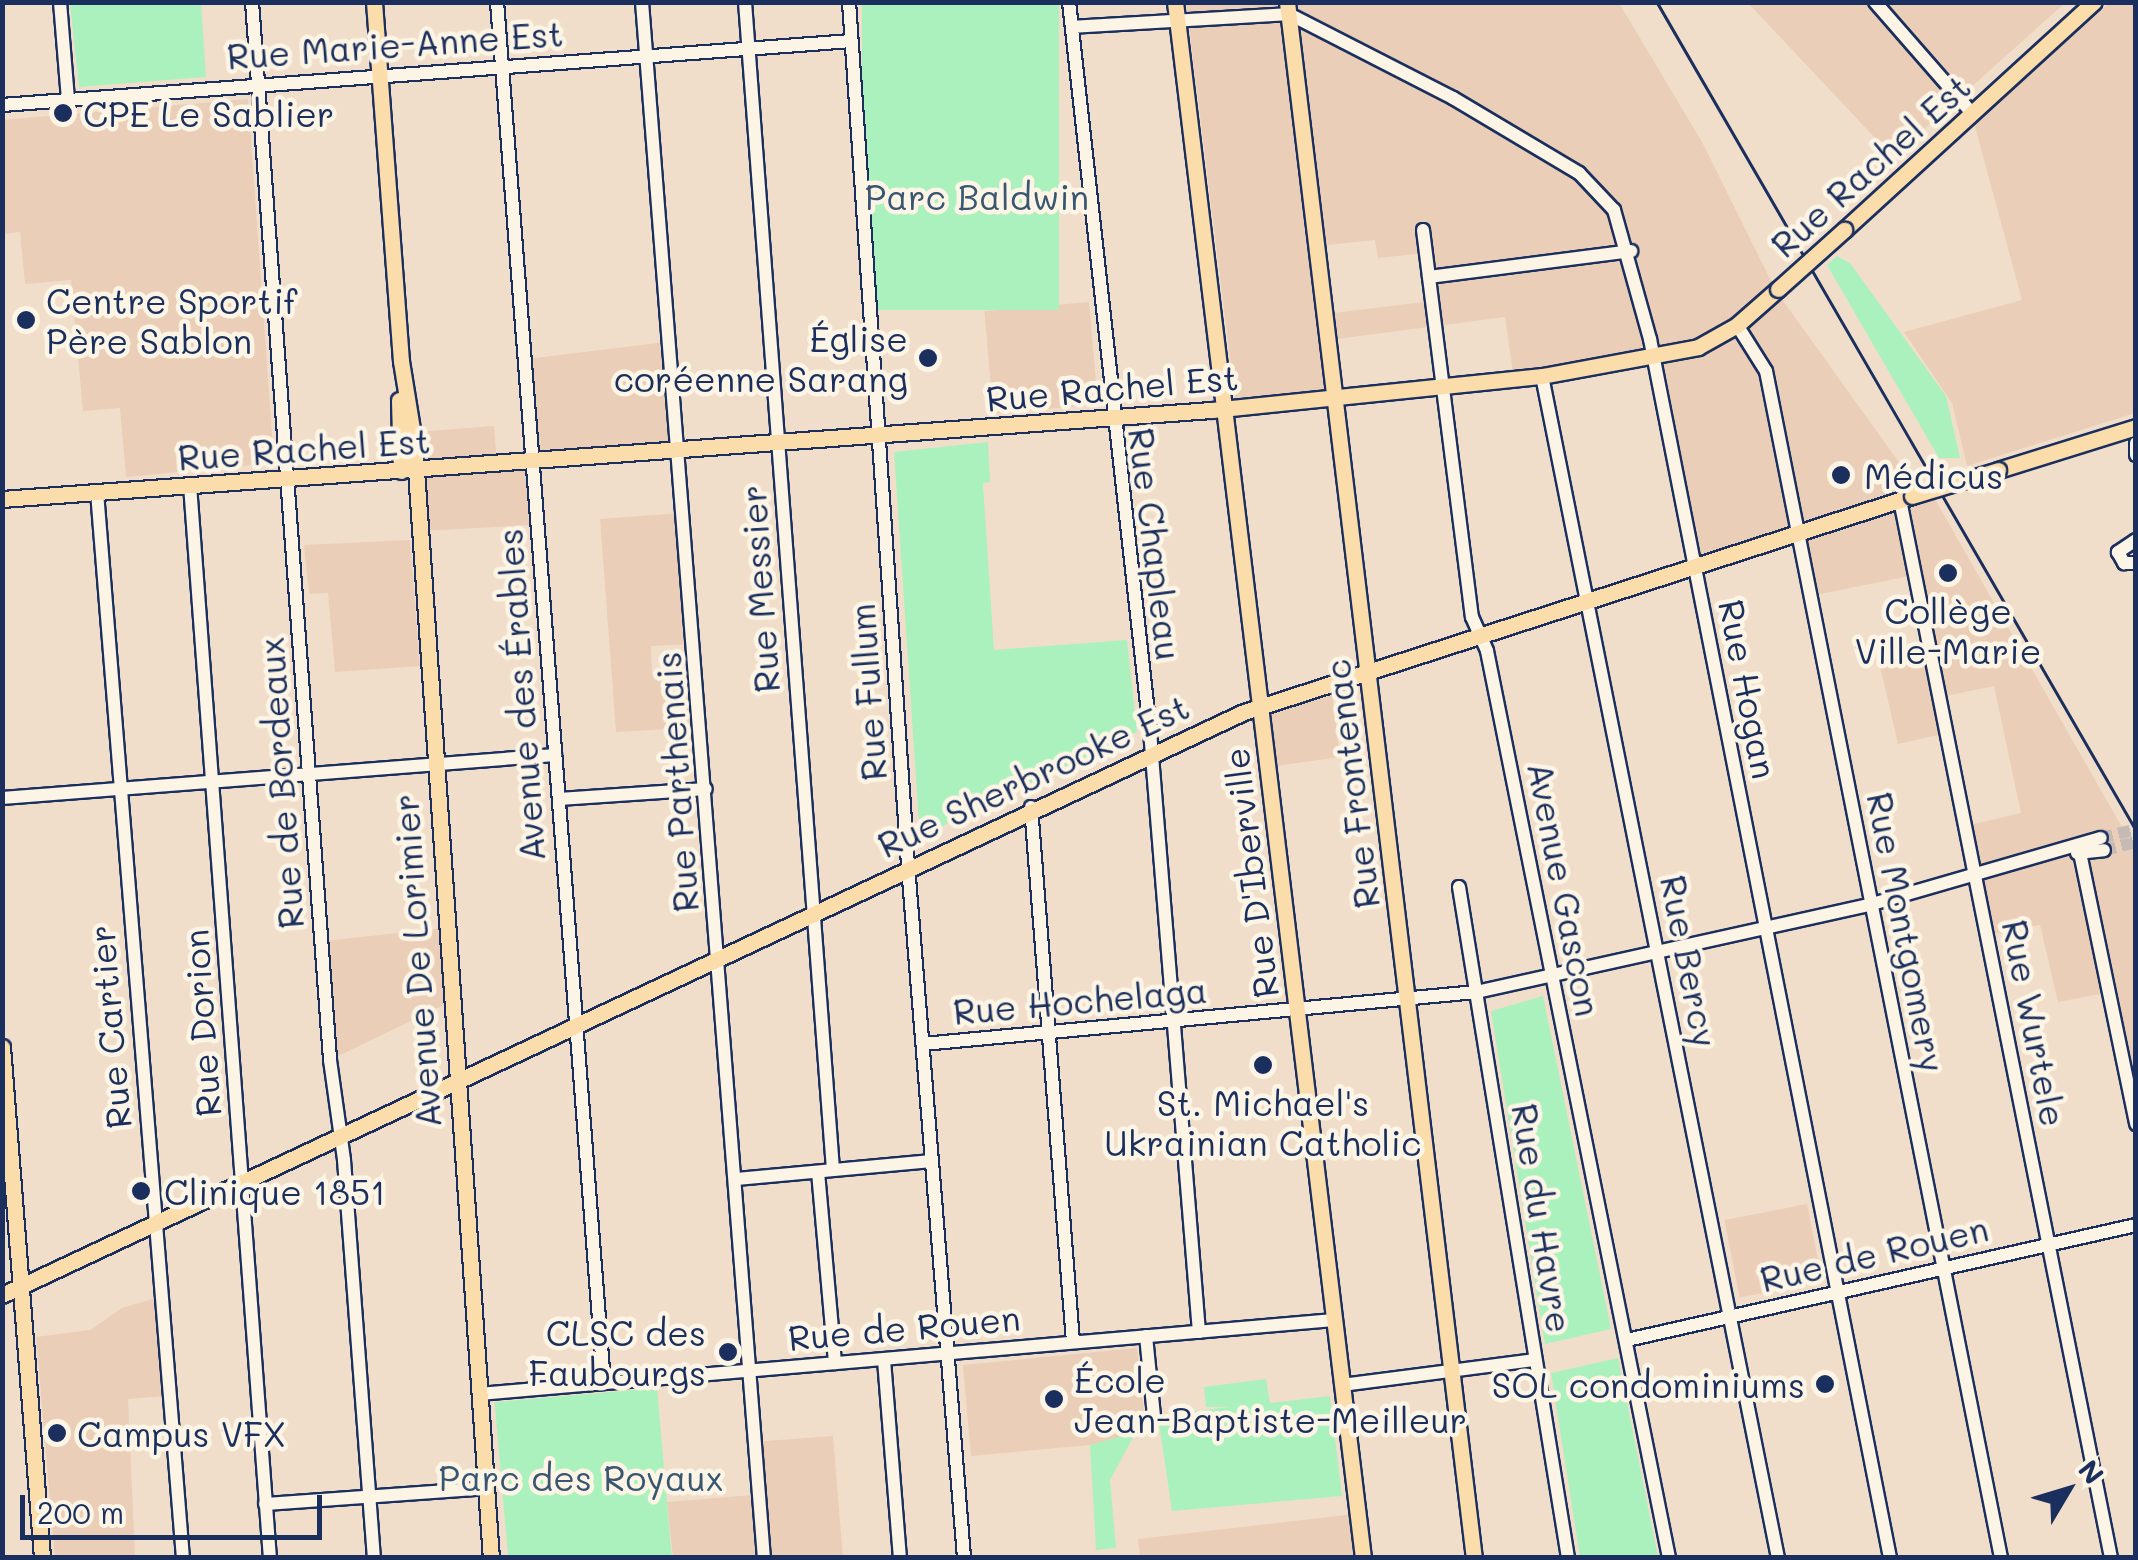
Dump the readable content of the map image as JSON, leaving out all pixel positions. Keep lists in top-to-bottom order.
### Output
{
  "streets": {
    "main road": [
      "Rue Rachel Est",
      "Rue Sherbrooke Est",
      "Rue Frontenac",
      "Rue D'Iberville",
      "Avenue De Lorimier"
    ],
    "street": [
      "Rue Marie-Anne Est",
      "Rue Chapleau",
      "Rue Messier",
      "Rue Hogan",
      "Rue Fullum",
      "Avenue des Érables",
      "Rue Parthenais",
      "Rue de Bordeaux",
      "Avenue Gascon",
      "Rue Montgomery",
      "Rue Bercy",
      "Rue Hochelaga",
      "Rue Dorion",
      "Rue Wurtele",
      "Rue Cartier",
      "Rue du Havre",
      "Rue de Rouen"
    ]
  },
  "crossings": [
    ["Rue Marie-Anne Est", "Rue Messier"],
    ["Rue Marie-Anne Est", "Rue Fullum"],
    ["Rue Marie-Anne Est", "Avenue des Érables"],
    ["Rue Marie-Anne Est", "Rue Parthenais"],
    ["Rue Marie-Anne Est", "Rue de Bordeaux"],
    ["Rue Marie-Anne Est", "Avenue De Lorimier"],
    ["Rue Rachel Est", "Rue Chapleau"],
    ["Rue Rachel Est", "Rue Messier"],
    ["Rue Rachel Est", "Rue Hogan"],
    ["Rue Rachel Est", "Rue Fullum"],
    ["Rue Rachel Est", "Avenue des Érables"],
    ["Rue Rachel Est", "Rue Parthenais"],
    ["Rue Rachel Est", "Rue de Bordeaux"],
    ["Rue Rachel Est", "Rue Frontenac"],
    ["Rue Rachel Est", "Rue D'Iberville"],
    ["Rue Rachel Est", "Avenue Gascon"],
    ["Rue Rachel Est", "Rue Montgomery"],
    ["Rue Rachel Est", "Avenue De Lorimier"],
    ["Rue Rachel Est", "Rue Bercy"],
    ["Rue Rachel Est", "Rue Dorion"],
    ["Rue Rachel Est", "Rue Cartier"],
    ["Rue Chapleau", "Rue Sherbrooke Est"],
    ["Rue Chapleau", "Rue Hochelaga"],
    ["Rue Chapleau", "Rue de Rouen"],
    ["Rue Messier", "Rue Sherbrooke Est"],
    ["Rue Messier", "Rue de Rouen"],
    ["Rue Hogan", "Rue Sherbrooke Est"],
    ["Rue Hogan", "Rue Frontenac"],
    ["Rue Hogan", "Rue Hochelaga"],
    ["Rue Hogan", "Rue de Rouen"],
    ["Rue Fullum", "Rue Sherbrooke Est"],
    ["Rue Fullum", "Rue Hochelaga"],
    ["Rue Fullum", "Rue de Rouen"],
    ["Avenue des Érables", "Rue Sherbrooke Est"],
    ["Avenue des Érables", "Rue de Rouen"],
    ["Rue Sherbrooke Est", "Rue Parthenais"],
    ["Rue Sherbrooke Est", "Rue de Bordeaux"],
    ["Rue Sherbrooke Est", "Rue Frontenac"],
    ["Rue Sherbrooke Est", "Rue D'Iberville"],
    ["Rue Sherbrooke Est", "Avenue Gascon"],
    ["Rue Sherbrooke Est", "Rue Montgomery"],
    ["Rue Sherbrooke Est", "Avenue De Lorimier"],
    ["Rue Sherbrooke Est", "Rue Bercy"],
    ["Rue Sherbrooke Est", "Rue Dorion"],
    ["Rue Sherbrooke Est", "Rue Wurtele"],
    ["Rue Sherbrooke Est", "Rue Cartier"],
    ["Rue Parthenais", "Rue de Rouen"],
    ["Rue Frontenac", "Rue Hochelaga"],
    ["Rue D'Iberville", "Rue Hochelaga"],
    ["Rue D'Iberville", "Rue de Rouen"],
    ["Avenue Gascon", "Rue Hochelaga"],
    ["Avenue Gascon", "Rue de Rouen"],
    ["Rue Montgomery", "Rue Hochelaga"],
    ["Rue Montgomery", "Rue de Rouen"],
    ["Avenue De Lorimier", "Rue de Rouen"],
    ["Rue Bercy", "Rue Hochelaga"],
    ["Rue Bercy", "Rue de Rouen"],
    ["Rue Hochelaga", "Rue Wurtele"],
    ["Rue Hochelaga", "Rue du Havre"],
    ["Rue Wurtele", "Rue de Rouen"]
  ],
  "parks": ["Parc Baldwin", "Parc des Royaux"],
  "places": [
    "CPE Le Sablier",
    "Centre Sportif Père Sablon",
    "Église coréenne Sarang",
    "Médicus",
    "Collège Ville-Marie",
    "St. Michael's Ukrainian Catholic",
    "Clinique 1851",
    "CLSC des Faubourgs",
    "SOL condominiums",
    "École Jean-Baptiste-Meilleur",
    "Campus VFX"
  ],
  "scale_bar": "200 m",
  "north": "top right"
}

──────

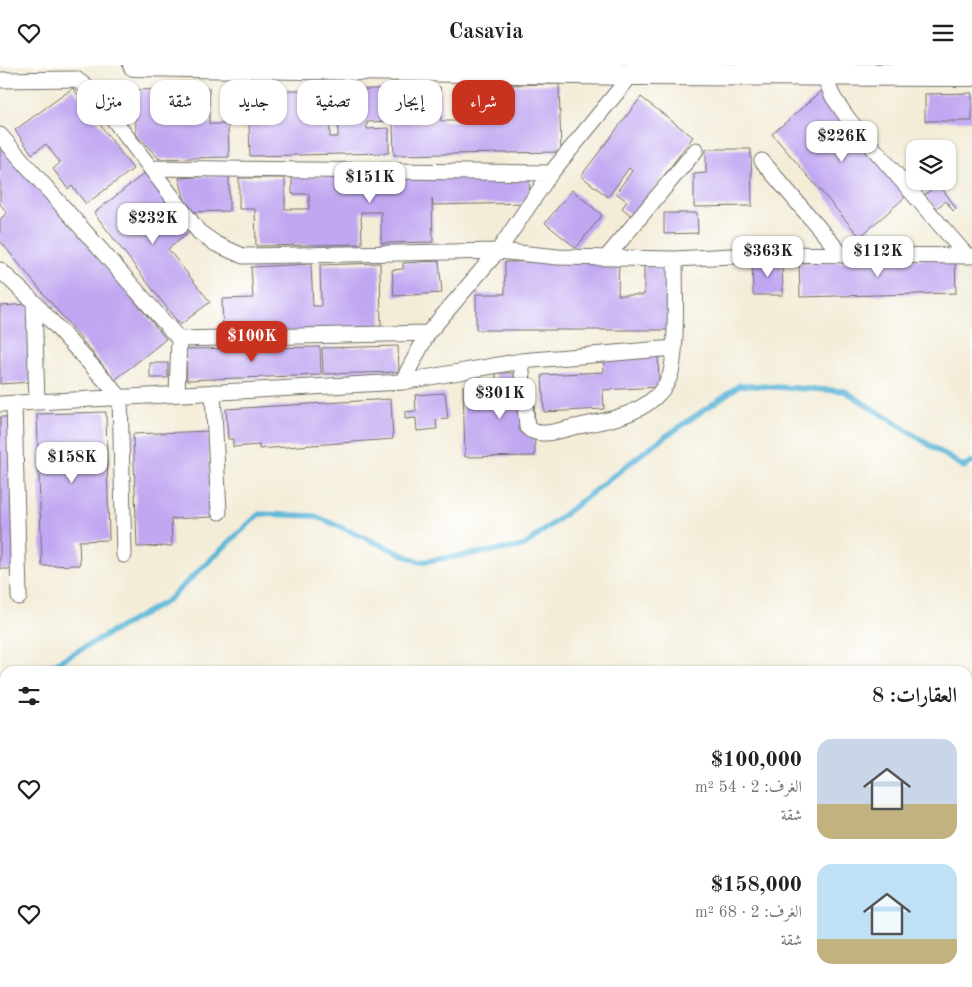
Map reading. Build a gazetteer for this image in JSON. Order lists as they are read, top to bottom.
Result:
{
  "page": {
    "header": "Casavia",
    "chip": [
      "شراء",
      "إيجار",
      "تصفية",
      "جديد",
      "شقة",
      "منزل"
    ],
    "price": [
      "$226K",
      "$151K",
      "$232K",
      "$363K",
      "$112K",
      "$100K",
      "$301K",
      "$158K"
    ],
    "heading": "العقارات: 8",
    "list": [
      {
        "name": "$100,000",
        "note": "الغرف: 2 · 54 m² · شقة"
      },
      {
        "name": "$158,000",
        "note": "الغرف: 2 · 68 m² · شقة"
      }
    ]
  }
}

──────

Wherever the word "image" turns up in the material, copy the whole line.

Exercise response ::
Dump the readable content of the map image as JSON, leaving out all pixel positions. Keep lists in top-to-bottom order.
Map reading. Build a gazetteer for this image in JSON. Order lists as they are read, top to bottom.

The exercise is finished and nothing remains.